Original Investigation

Preliminary comparison of the performance of the National Library of Medicine's systematic review publication type and the sensitive clinical queries filter for systematic reviews in PubMed

Tamara Navarro-Ruan1, R. Brian Haynes2

doi: http://dx.doi.org/10.5195/jmla.2022.1286

Volume 110, Number 1: 43-46
Received 05 2021: Accepted 08 2021



The National Library of Medicine (NLM) inaugurated a “publication type” concept to facilitate searches for systematic reviews (SRs). On the other hand, clinical queries (CQs) are validated search strategies designed to retrieve scientifically sound, clinically relevant original and review articles from biomedical literature databases. We compared the retrieval performance of the SR publication type (SR[pt]) against the most sensitive CQ for systematic review articles (CQrs) in PubMed.


We ran date-limited searches of SR[pt] and CQrs to compare the relative yield of articles and SRs, focusing on the differences in retrieval of SRs by SR[pt] but not CQrs (SR[pt] NOT CQrs) and CQrs NOT SR[pt]. Random samples of articles retrieved in each of these comparisons were examined for SRs until a consistent pattern became evident.


For SR[pt] NOT CQrs, the yield was relatively low in quantity but rich in quality, with 79% of the articles being SRs. For CQrs NOT SR[pt], the yield was high in quantity but low in quality, with only 8% being SRs. For CQrs AND SR[pt], the quality was highest, with 92% being SRs.


We found that SR[pt] had high precision and specificity for SRs but low recall (sensitivity), whereas CQrs had much higher recall. SR[pt] OR CQrs added valid SRs to the CQrs yield at low cost (i.e., added few non-SRs). For searches that are intended to be exhaustive for SRs, SR[pt] can be added to existing sensitive search filters.

Keywords: information retrieval; evidence-based medicine; systematic reviews.


Systematic reviews (SRs) of the medical literature occupy the top echelon of the hierarchy of evidence for consideration by health care decision-makers [1] because they represent an exhaustive summary of the evidence to date concerning health care interventions, diagnostic tests, epidemiology, prognosis, clinical prediction, and economics. If SRs are done well and are up to date (key matters to be determined by the user following retrieval), they summarize the best that science has to offer to inform health care decisions and define the foundation for future research. However, SRs are but a tiny fraction of the health care literature and a subset of all reviews, many of which remain in the traditional narrative mode with arbitrary selection of references and the potential for crippling bias. Thus, accurate and complete retrieval of SRs from large bibliographic databases is important and challenging.

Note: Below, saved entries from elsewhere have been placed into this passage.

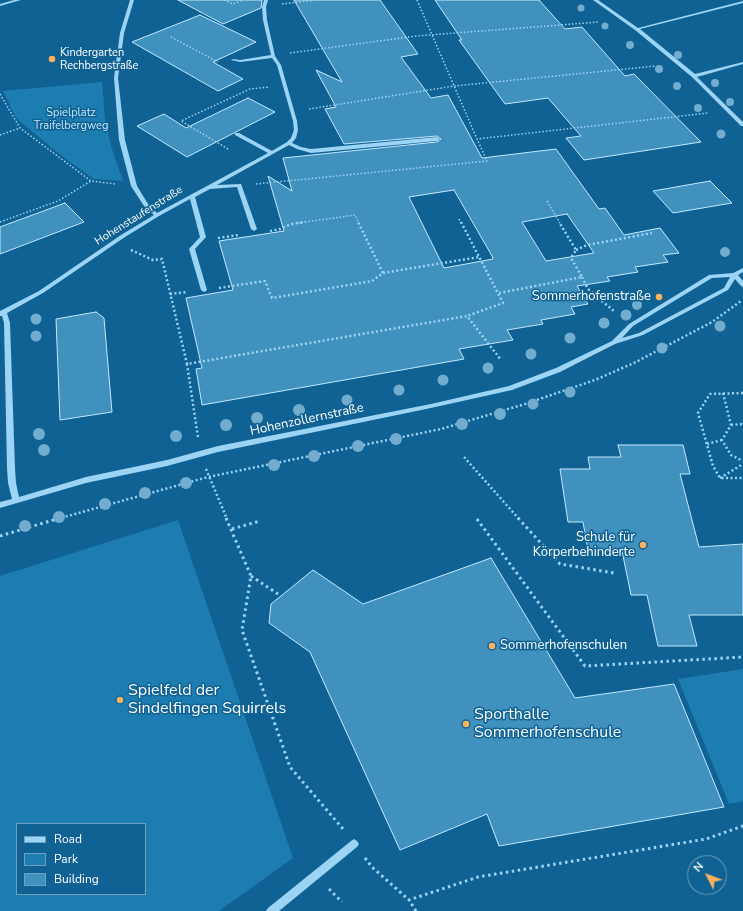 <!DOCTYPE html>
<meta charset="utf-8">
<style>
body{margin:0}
#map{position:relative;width:743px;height:911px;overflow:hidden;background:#0f6293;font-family:"Nunito Sans",sans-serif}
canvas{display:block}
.legend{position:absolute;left:16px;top:823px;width:130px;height:72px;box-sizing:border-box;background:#0f6293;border:1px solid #6fa1be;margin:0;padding:5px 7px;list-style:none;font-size:12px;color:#fff}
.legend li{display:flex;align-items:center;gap:8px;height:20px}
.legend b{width:20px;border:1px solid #6fa1be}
.north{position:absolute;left:687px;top:855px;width:40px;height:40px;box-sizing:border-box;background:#0f6293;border:1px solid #6fa1be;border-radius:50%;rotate:312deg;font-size:11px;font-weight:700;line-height:16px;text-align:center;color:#fff}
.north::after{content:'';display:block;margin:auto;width:14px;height:18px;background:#ffb15e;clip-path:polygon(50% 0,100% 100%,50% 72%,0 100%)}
</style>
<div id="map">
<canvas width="743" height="911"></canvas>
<ul class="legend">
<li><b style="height:5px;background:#9bd4f4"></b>Road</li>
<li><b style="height:11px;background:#1e7db0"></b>Park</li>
<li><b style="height:11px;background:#4191bf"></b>Building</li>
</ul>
<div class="north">N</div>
</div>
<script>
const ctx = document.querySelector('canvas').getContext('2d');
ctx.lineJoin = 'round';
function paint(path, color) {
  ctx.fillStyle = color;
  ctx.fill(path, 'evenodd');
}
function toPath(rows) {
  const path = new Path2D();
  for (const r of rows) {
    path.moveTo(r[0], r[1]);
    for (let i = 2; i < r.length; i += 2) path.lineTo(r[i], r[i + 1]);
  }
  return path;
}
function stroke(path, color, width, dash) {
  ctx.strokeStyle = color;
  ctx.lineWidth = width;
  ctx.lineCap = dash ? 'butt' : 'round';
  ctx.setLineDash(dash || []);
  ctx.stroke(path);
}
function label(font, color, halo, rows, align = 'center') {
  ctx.font = font + ' "Nunito Sans",sans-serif';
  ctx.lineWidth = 3;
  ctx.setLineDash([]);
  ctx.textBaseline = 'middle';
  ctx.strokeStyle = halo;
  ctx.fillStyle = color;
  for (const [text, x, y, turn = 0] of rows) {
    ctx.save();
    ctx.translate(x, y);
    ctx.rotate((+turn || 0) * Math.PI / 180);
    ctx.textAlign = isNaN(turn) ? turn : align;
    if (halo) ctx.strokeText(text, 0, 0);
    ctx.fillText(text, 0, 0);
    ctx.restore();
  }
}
paint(toPath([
 [102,82,105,118,111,146,123,181,94,179,62,156,16,118,3,91],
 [178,520,293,858,219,911,0,911,0,576],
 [17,824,145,824,145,894,17,894],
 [743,669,743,801,729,804,678,679]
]), '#1e7db0');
const building = toPath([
 [178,0,262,0,261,8,223,24,178,0],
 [294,0,380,0,418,54,401,57,431,98,448,95,482,158,556,149,599,209,605,208,624,235,660,228,679,253,663,255,668,262,635,267,638,272,607,277,610,281,577,286,588,304,571,307,575,314,541,320,543,324,507,330,513,340,459,349,464,359,202,405,196,369,202,368,186,298,233,290,219,241,284,231,268,176,292,191,283,158,437,142,441,139,437,136,344,144,325,109,336,107,316,70,342,82,294,0],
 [454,190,492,256,493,259,444,268,409,197,454,190],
 [567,214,594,253,546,261,522,222,567,214],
 [435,0,539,0,565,29,582,27,625,76,634,74,701,142,584,160,566,138,581,136,548,98,505,104,459,40,462,40,435,0],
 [200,15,256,42,213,62,243,79,218,91,132,42,200,15],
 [248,98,275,112,187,157,137,126,164,114,186,128,248,98],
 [710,181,732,203,673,213,653,191,710,181],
 [65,203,84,222,0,254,0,227,65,203],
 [96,312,104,318,112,412,60,420,56,319,96,312],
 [618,445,683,445,690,474,680,474,699,547,743,544,743,615,689,615,697,646,658,646,647,595,631,595,622,551,588,551,583,522,568,522,560,469,590,469,588,457,621,457,618,445],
 [491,558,575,698,674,684,724,807,499,846,487,814,400,850,310,652,269,623,271,604,313,570,363,604,491,558]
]);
paint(building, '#4191bf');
stroke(building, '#c3e9fe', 1);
stroke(toPath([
 [224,0,233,4,243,0],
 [417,0,477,139],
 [282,4,316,0],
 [171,37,218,62],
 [290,53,416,36,599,22],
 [0,94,20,128,91,181,115,184],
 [309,109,454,86,656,66],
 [0,135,20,128],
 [228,149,181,121,250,89,269,87],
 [256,184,487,161,477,139,708,113],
 [547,201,560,223],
 [459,219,461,223],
 [0,222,58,201,91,181],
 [298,223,355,215,359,223]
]), '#9bd4f4', 1.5, [1.5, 2]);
stroke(toPath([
 [461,222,503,303,467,316],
 [270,231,280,229,291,224,305,222],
 [218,238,239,235],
 [131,250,153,260,162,259,187,364],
 [576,250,587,245,652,233],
 [383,273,479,257],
 [582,277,588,289,615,312],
 [219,288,265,281,272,298,372,281,383,273,358,222],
 [499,293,582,277,571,258,576,250,559,222],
 [170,294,187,292],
 [723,393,731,425,722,440,731,455,743,461],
 [743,393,710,394,698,413,713,466,720,478,743,478],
 [731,425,743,424],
 [198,437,187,364,467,316,501,360],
 [707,444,722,440],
 [464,457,519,519],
 [206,469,227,519],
 [720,478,743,464],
 [57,519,208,477,441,429,525,404,595,380,634,363,712,322,741,301]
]), '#9bd4f4', 2.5, [2, 2.5]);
stroke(toPath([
 [226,518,251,576,242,630,290,767,343,829],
 [518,518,560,564,614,573],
 [477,519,585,666,743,657],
 [232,529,260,521],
 [0,536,60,518],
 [251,576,281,596],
 [365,858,372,867,409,900],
 [329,889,342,902],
 [416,911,409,900,478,877,706,839,743,826]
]), '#9bd4f4', 3, [2.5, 3.5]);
paint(toPath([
 [14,0,21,0,0,6,0,4,14,0],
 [130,0,134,0,124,33,118,78,125,140,137,186,148,204,157,213,268,153,235,135,235,133,239,133,272,151,287,142,291,138,294,130,293,121,277,65,272,58,240,62,231,60,233,59,240,60,271,55,263,20,262,7,264,0,268,0,266,7,267,20,275,56,281,65,297,121,298,130,296,138,292,143,301,147,311,149,437,137,440,139,437,141,311,153,297,149,289,145,217,185,241,184,257,229,254,231,251,229,237,187,210,189,195,197,206,237,195,249,207,290,206,291,204,292,201,290,189,249,200,237,190,199,159,216,125,237,43,293,7,313,10,323,15,468,16,483,19,497,86,477,167,460,218,446,431,404,509,386,556,368,612,341,629,324,709,275,733,273,743,268,743,272,738,275,743,281,743,287,741,286,735,279,728,290,643,335,615,344,560,372,512,390,431,408,218,452,167,466,86,483,0,508,0,502,12,499,8,483,7,468,4,323,2,316,0,316,0,311,39,291,121,235,154,215,144,206,131,186,119,140,114,78,120,33,130,0],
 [730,277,724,288,639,333,622,338,633,326,712,278,730,277],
 [593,0,598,0,638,28,743,1,743,3,640,29,695,74,743,62,743,64,697,77,743,122,743,126,741,126,692,77,635,30,593,0],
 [354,839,357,841,359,844,357,847,279,911,266,911,268,908,351,841,354,839]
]), '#9bd4f4');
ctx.fillStyle = '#72acce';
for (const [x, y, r] of [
 [581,8,3.5],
 [605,26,3.5],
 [630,45,4],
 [678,55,4],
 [659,69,4],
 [715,83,4],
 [677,86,4],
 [730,102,4],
 [698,108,4],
 [721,134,4.5],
 [725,252,5],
 [637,305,5],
 [626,315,5.5],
 [36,319,5.5],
 [604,323,5.5],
 [720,326,5.5],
 [36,336,5.5],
 [570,338,5.5],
 [662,348,5.5],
 [531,354,5.5],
 [488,368,5.5],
 [443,380,5.5],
 [399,390,5.5],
 [570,392,5.5],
 [347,400,5.5],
 [533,404,5.5],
 [299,410,6],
 [500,414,6],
 [257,418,6],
 [462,424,6],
 [226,425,6],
 [39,434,6],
 [176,436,6],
 [396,439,6],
 [358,446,6],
 [44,450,6],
 [314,456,6],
 [274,465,6],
 [186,483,6],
 [145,493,6],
 [105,504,6],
 [59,517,6],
 [25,526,6]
]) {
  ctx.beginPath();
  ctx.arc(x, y, r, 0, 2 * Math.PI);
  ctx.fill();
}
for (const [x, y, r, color] of [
 [52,59,4,"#ffb15e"],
 [659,297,4,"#ffb15e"],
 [643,545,4,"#ffb15e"],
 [492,646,4,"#ffb15e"],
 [120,700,4,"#ffb15e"],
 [466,724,4,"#ffb15e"]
]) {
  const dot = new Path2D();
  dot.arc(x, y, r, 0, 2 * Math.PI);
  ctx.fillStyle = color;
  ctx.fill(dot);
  stroke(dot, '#0f6293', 1.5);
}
label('11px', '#fff', '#0f6293', [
 ["Kindergarten",60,53],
 ["Rechbergstraße",60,66]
], 'left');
label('11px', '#c3e9fe', '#0f6293', [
 ["Spielplatz",71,113],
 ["Traifelbergweg",71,126]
]);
label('11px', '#fff', '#0f6293', [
 ["Hohenstaufenstraße",139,216,-32]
]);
label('13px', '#fff', '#0f6293', [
 ["Sommerhofenstraße",651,297],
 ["Schule für",635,538],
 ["Körperbehinderte",635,553],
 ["Sommerhofenschulen",500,646,"left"]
], 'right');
label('13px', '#fff', '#0f6293', [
 ["Hohenzollernstraße",307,420,-12]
]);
label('16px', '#fff', '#0f6293', [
 ["Spielfeld der",128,691],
 ["Sindelfingen Squirrels",128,709],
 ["Sporthalle",474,715],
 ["Sommerhofenschule",474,733]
], 'left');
</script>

In January 2019, the National Library of Medicine (NLM) inaugurated indexing articles with a new “publication type” [pt] designed to facilitate searches for SRs, distinguishing them from original studies and traditional narrative or clinical reviews, and defined as:

Systematic Review [Publication Type]

A review of primary literature in health and health policy that attempts to identify, appraise, and synthesize all the empirical evidence that meets specified eligibility criteria to answer a given research question. Its conduct uses explicit methods aimed at minimizing bias in order to produce more reliable findings regarding the effects of interventions for prevention, treatment, and rehabilitation that can be used to inform decision making. Year introduced: 2019 [2].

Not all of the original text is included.